# The Elements of Statistical Learning

## Vocabulary

• Expected value - a concept close to what we think of as "the mean"
• regularized
• non-singular problem
• singular
• endogenous, exogenous
• generalizability - prediction capability on independent test data
• bagging - bootstrap aggregation; reduces variance of an estimated prediction function.
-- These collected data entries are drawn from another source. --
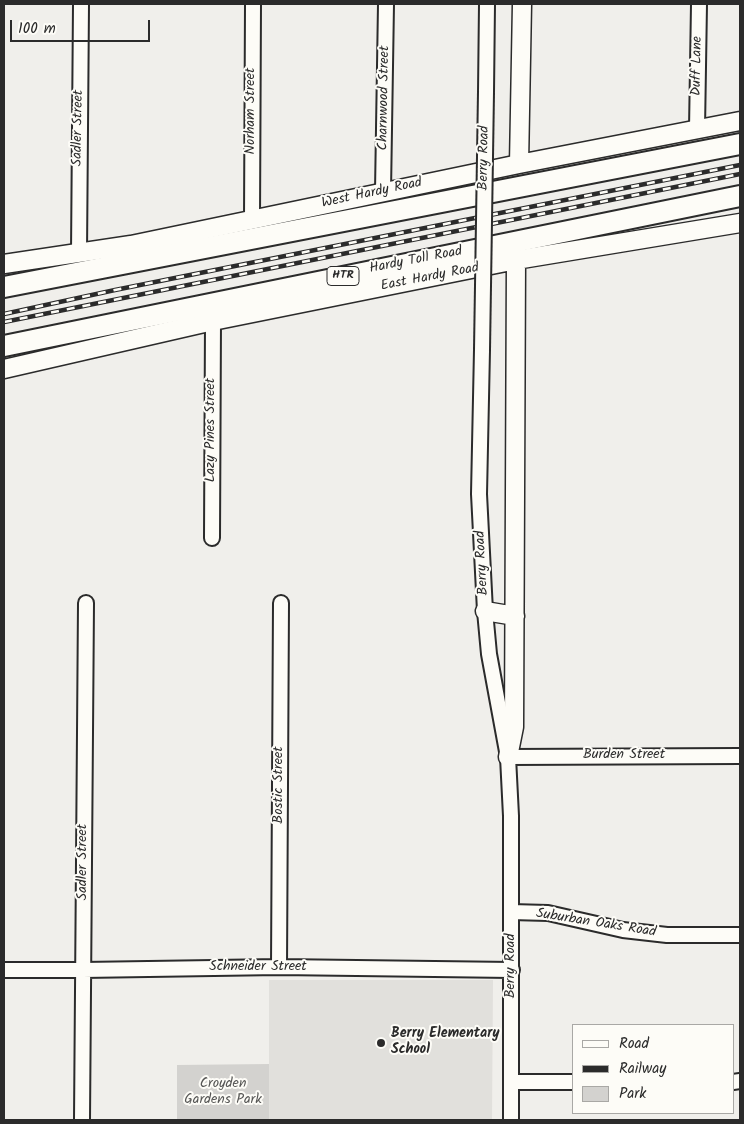 <!DOCTYPE html>
<html>
<head>
<meta charset="utf-8">
<style>
	body { margin:0 }
	#map { position:relative; width:744px; height:1124px; overflow:hidden; background:#f0efeb; font-family:Kalam,sans-serif }
	canvas { display:block }
	.frame { position:absolute; inset:0; border:5px solid #2b2b2b; pointer-events:none }
	.legend { position:absolute; left:572px; top:1024px; width:162px; height:90px; box-sizing:border-box; background:#fdfcf7; border:1px solid #a9a8a5; margin:0; padding:6px 9px; list-style:none; font-size:15px; color:#2b2b2b }
	.legend li { display:flex; align-items:center; gap:10px; height:25px }
	.legend b { width:25px; border:1px solid #a9a8a5 }
	.scale { position:absolute; left:10px; top:20px; width:140px; height:22px; box-sizing:border-box; border:2px solid #2b2b2b; border-top:0; padding-left:6px; font-size:15px; line-height:18px; white-space:nowrap; color:#2b2b2b; -webkit-text-stroke:4px #fdfcf7; paint-order:stroke }
</style>
</head>
<body>
<div id="map">
<canvas width="744" height="1124"></canvas>
<div class="frame"></div>
<ul class="legend">
<li><b style="height:6px;background:#fdfcf7"></b>Road</li>
<li><b style="height:6px;background:#2b2b2b"></b>Railway</li>
<li><b style="height:14px;background:#d3d2cf"></b>Park</li>
</ul>
<div class="scale">100 m</div>
</div>
<script>
const ctx = document.querySelector('canvas').getContext('2d');
ctx.lineJoin = 'round';
function fill(path, color) {
  ctx.fillStyle = color;
  ctx.fill(path, 'evenodd');
}
function strokePath(path, color, width, dash) {
  ctx.strokeStyle = color;
  ctx.lineWidth = width;
  ctx.lineCap = dash ? 'butt' : 'round';
  ctx.setLineDash(dash || []);
  ctx.stroke(path);
}
function write(font, color, halo, rows, align = 'center') {
  ctx.font = font + ' Kalam,sans-serif';
  ctx.lineWidth = 4;
  ctx.setLineDash([]);
  ctx.textBaseline = 'middle';
  ctx.strokeStyle = halo;
  ctx.fillStyle = color;
  for (const [text, x, y, turn = 0] of rows) {
    ctx.save();
    ctx.translate(x, y);
    ctx.rotate((+turn || 0) * Math.PI / 180);
    ctx.textAlign = isNaN(turn) ? turn : align;
    if (halo) ctx.strokeText(text, 0, 0);
    ctx.fillText(text, 0, 0);
    ctx.restore();
  }
}
const built = new Path2D(`
	M 269,980 L 493,980 L 492,1120 L 269,1120 Z`);
const green = new Path2D(`
	M 269,1064 L 269,1120 L 177,1120 L 177,1065 Z`);
const minor = new Path2D(`
	M 486,92 L 487,4
	M 697,129 L 699,4
	M 383,191 L 386,4
	M 252,219 L 253,4
	M 79,253 L 81,4
	M 482,350 L 479,494 L 485,611 L 489,654 L 508,757 L 511,816 L 511,1120
	M 212,538 L 213,321
	M 508,757 L 740,756
	M 511,912 L 548,913 L 623,930 L 667,935 L 740,935
	M 279,967 L 281,603
	M 4,970 L 83,970 L 279,967 L 512,970
	M 511,1082 L 573,1082
	M 733,1082 L 740,1081
	M 82,1120 L 86,603`);
const major = new Path2D(`
	M 519,164 L 522,4
	M 4,264 L 131,245 L 519,164 L 740,121
	M 4,369 L 213,321 L 516,260 L 740,223
	M 485,611 L 515,616
	M 508,757 L 514,727 L 516,260`);
const highway = new Path2D(`
	M 4,287 L 740,144
	M 4,346 L 740,196`);
const rail = new Path2D(`
	M 4,314 L 115,290 L 740,165
	M 4,322 L 740,174`);
const minorBridge = new Path2D(`
	M 482,350 L 486,92`);
const markers = [
	[381,1043,5,"#2b2b2b"]
];
const shields = [
	[343,276,32]
];
const shieldNames = [
	["HTR",343,276]
];
const streetNames = [
	["Duff Lane",698,66,-89],
	["Charnwood Street",385,98,-89],
	["Norham Street",252,111,-90],
	["Sadler Street",79,128,-89],
	["Berry Road",485,158,-89],
	["West Hardy Road",372,194,-12],
	["Hardy Toll Road",416,261,-11],
	["East Hardy Road",430,278,-11],
	["Lazy Pines Street",212,430,-90],
	["Berry Road",483,563,-93],
	["Burden Street",624,756],
	["Bostic Street",280,785,-90],
	["Sadler Street",84,862,-90],
	["Suburban Oaks Road",596,924,9],
	["Berry Road",512,966,-90],
	["Schneider Street",258,968]
];
const poiNames = [
	["Berry Elementary",391,1035],
	["School",391,1051]
];
const parkNames = [
	["Croyden",223,1085],
	["Gardens Park",223,1101]
];
fill(built, '#e1e0dc');
fill(green, '#d3d2cf');
strokePath(minor, '#2b2b2b', 18);
strokePath(major, '#2b2b2b', 21);
strokePath(highway, '#2b2b2b', 24);
strokePath(minor, '#fdfcf7', 14);
strokePath(major, '#fdfcf7', 18);
strokePath(highway, '#fdfcf7', 20);
strokePath(rail, '#2b2b2b', 4.5);
strokePath(rail, '#fdfcf7', 2.5, [8]);
strokePath(minorBridge, '#2b2b2b', 18, []);
strokePath(minorBridge, '#fdfcf7', 14);
for (const [x, y, r, color] of markers) {
  const dot = new Path2D();
  dot.arc(x, y, r, 0, 2 * Math.PI);
  ctx.fillStyle = color;
  ctx.fill(dot);
  strokePath(dot, '#fdfcf7', 2);
}
for (const [x, y, w] of shields) {
  const box = new Path2D();
  box.roundRect(x - w / 2, y - 9.5, w, 19, 4);
  ctx.fillStyle = '#fdfcf7';
  ctx.fill(box);
  strokePath(box, '#2b2b2b', 1);
}
write('bold 12px', '#2b2b2b', null, shieldNames);
write('14px', '#2b2b2b', '#fdfcf7', streetNames);
write('bold 14px', '#2b2b2b', '#fdfcf7', poiNames, 'left');
write('14px', '#555554', '#fdfcf7', parkNames);
</script>
</body>
</html>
## Chapter 7: Model Assessment and Selection

• Generalization - criteria of how we assess model, guides the choice of learning method/model, gives us a measure of the quality
• A model with zero training error is overfit to the training data and will typically generalize poorly

### 7.2: Bias, variance, and model complexity

• parameters
• Y = target variable
• X = vector of inputs
• ${\displaystyle {\hat {f}}(X)}$ prediction model/regression fit, or ${\displaystyle {\hat {f}}_{\alpha }(X)}$, the model as a function of specific tuning parameters...
• Different from ${\displaystyle f(X)}$ without the hat in that ${\displaystyle Y=f(X)+\epsilon }$
• ${\displaystyle \alpha }$ model tuning parameters
• ${\displaystyle \mathrm {T} }$ = training set
• Optimization problem seeks to minimize a loss function ${\displaystyle L(Y,{\hat {f}}(X))}$:
• ${\displaystyle (Y-{\hat {f}}(X))^{2}}$ - squared error
• ${\displaystyle |Y-{\hat {f}}(X)|}$ - absolute error
• Test error a.k.a. generalization error, prediction error over an independent sample
• ${\displaystyle {\textrm {Err}}_{\mathrm {T} }=E[L(Y,{\hat {f}}(X))|\mathrm {T} ]}$, where both X and Y are drawn randomly from their joint distribution (population)
• model complexity
• "As the model becomes more complex, it uses the training data more and is more able to adapt to more complicated underlying structures
• Bias-variance tradeoff is a function of model complexity
• As model becomes more complex as learns the training set more, bias is said to decrease while variance is said to increase
• Model selection = estimating the performance of different models in order to choose the best one
• model assessment = having chosen the final model, estimating prediction error (generalization error) on new data
• 50-25-25 train-test-validation

### 7.3: Bias-Variance Decomposition

• ${\displaystyle Y=f(X)+\epsilon }$ where ${\displaystyle E(\epsilon )=0}$ and ${\displaystyle {\textrm {Var}}(\epsilon )=\sigma _{\epsilon }^{2}}$
• Derive an expression for the expected prediction error of a regression fit ${\displaystyle {\hat {f}}(X)}$ at an input point ${\displaystyle X=x_{0}}$ using squared-error loss:
• ${\displaystyle {\textrm {Err}}(x_{0})=E[(Y-{\hat {f}}(x_{0}))^{2}|X=x_{0}]}$
• ${\displaystyle {\textrm {Err}}(x_{0})=\sigma _{\epsilon }^{2}+[E{\hat {f}}(x_{0})-f(x_{0})]^{2}+E[{\hat {f}}(x_{0})-E{\hat {f}}(x_{0})]^{2}}$
• ${\displaystyle {\textrm {Err}}(x_{0})=\sigma _{\epsilon }^{2}+{\textrm {Bias}}^{2}({\hat {f}}(x_{0}))^{2}+{\textrm {Var}}({\hat {f}}(x_{0}))}$
• where:
• 1st term - Irreducible error; the variance of the target around its true mean; cannot be avoided no matter how well we estimate
• 2nd term - The square of the bias; the amount by which the average of our estimate differs from the true mean
• 3rd term - The variance; the expected squared deviation of ${\displaystyle {\hat {f}}(x_{0})}$ around its mean
• For example, in a k-nearest neighbors problem, number of neighbors k is inversely proportional to the model complexity
• model bias = error between best fitting function and true function
• estimation bias = error between the average estimate and the best-fitting approximation

### 7.4: Optimism of the Training Error Rate

• ${\displaystyle {\bar {err}}={\frac {1}{N}}\sum _{i=1}^{N}L(y_{i},{\hat {f}}(x_{i}))}$, the definition of the training error
• Will typically be less that the test error since the same data is being used to fit the model and assess the error.
• The amount by which ${\displaystyle {\bar {err}}}$ underestimates the true error depends on how strongly yi affects its own prediction.
• For linear estimators, you can use Cp, AIC and BIC
• For all estimators in general, use cross-validation and bootstrap methods for direct estimates of extra-sample error.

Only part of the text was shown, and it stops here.